L’univers du manga
est celui des jeunes lycéennes aux culottes trop visibles et aux robots dont le
seul poids devrait les faire s’écrouler sur eux-mêmes. Ou pas. Et comme je le
fais trop peu régulièrement, en obéissant à la fois à de rares impulsions et à
la permissivité de Maître Gromovar, permettez-moi de signaler à votre attention
un classique de la BD japonaise. Il s’agit de UZUMAKI. Écrit et dessiné par Junji Ito, ce manga d’horreur bizarre
est normalement ciblé YA, comme pouvait l’être Tales from the Crypt dans un autre contexte culturel.
"Uzumaki" est donc
une série graphique hebdomadaire écrite entre 1998 et 1999, et vous devez vous
la procurer et la lire. Pourquoi ? Parce qu’elle est probablement le
meilleur regard dans la culture japonaise et dans le paradoxe qu’elle
représente tant son éloignement et sa proximité avec nos systèmes de références
sont constants. Mais aussi parce que c’est simplement une putain de bonne BD de
fantastique et d’horreur.
Pour vous
lecteurs de SFFF Européens, tous dans "Uzumaki" sera compréhensible et tout sera
néanmoins inattendu. L’histoire tourne mollement autour de l’amourette très
platonique entre deux lycéens. La trame est habituelle. La fille naïve ne
comprendra jamais vraiment ce qui se trame et restera la Belle au Bois Dormant,
candide et positive. Le garçon, lui devient reclus et fuit les moindres
problèmes qui s’accumuleront jusqu’à une apothéose apocalyptique. Le
lieu de l’action est une ville portuaire, elle pourrait être sur la côte
Bretonne à peu de choses près ou une version de Plus Belle la Vie qui partirait
un peu en vrille… Tout cela ne vous surprendra guère. La dimension horrifique
elle-même est traitée de façon hitchcockienne, par une lente montée en
puissance, étape par étape, incident mineur par incident de moins en moins en
mineur.
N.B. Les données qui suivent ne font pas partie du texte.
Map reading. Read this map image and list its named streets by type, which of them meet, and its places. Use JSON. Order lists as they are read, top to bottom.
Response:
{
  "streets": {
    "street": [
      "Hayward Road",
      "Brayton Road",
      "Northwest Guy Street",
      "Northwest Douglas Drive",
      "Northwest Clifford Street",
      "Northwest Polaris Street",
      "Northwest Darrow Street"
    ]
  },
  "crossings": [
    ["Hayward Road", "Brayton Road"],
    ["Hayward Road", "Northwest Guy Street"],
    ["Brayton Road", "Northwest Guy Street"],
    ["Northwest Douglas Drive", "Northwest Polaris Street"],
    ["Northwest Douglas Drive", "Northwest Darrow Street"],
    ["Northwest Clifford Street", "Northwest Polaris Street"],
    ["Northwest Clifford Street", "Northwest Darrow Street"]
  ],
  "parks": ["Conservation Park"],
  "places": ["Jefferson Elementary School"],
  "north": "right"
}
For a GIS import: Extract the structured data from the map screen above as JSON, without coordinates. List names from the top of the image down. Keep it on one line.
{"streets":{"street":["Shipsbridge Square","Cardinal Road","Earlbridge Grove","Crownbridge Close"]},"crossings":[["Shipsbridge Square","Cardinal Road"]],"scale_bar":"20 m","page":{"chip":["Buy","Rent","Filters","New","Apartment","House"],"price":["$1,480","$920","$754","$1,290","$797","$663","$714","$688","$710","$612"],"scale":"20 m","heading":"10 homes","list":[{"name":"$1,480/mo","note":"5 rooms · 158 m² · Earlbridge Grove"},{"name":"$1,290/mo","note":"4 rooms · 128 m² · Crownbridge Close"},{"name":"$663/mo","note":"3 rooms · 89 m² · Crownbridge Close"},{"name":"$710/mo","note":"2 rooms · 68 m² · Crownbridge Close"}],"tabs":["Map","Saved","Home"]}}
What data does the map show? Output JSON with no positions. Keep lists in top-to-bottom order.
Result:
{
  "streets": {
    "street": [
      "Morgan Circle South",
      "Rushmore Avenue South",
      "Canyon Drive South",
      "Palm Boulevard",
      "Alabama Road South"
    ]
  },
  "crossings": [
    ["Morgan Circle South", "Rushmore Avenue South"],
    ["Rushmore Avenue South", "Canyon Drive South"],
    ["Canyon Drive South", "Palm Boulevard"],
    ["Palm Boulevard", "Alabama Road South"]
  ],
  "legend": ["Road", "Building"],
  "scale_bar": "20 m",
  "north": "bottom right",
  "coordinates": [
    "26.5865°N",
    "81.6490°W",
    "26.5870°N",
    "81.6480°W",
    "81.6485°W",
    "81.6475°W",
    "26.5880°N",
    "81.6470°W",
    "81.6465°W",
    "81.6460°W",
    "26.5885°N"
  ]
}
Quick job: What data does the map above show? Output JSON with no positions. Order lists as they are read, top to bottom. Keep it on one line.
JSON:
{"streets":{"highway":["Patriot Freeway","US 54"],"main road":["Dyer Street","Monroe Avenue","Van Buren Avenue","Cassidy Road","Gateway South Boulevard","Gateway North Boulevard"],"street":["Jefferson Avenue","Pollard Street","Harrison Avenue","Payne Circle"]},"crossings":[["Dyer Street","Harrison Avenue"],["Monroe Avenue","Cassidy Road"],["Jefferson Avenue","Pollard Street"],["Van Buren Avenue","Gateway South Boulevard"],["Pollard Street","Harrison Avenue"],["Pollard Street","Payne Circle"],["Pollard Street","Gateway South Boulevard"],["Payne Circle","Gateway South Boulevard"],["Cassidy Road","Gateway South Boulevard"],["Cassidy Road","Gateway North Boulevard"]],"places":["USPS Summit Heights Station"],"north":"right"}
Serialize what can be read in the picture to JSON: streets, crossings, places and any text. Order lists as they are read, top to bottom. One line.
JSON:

La trame narrative répétitive est celle d’un pulp bas de gamme :
un incident va dévoiler une nouvelle facette de l’horreur, la fille ne
comprendra qu’au dernier moment, le garçon lui aura déjà tout compris et
essaiera d’alerter sans y parvenir.
Mais la partie
insidieuse, la faille maligne, le miroir étrange va vous apparaître de plus en
plus avec évidence et prendre le pas sur le format de supermarché avant que vous
ayez eu probablement le temps de ne pas vous faire attraper…
Car cette BD de
gare pour adolescents n’en est pas une. C’est un glissement lent et résolu dans
un univers autre. Celui du roman d’abord où le signe de la spirale est prétexte
à une métaphore convenue mais néanmoins efficace de la folie lente et
inexorable qui va en s’accélérant. C’est aussi un glissement dans l’imaginaire nippon et sa capacité à ne pas avoir de barrière là où nous les attendrions. Le
Japon est une culture du signe et la spirale semble pouvoir y déployer une
logique y compris dans la trame narrative qui avant que nous ayons pu reprendre
notre souffle dans un conduit au-delà de ce que Dali ou Bosch auraient jugés lisibles.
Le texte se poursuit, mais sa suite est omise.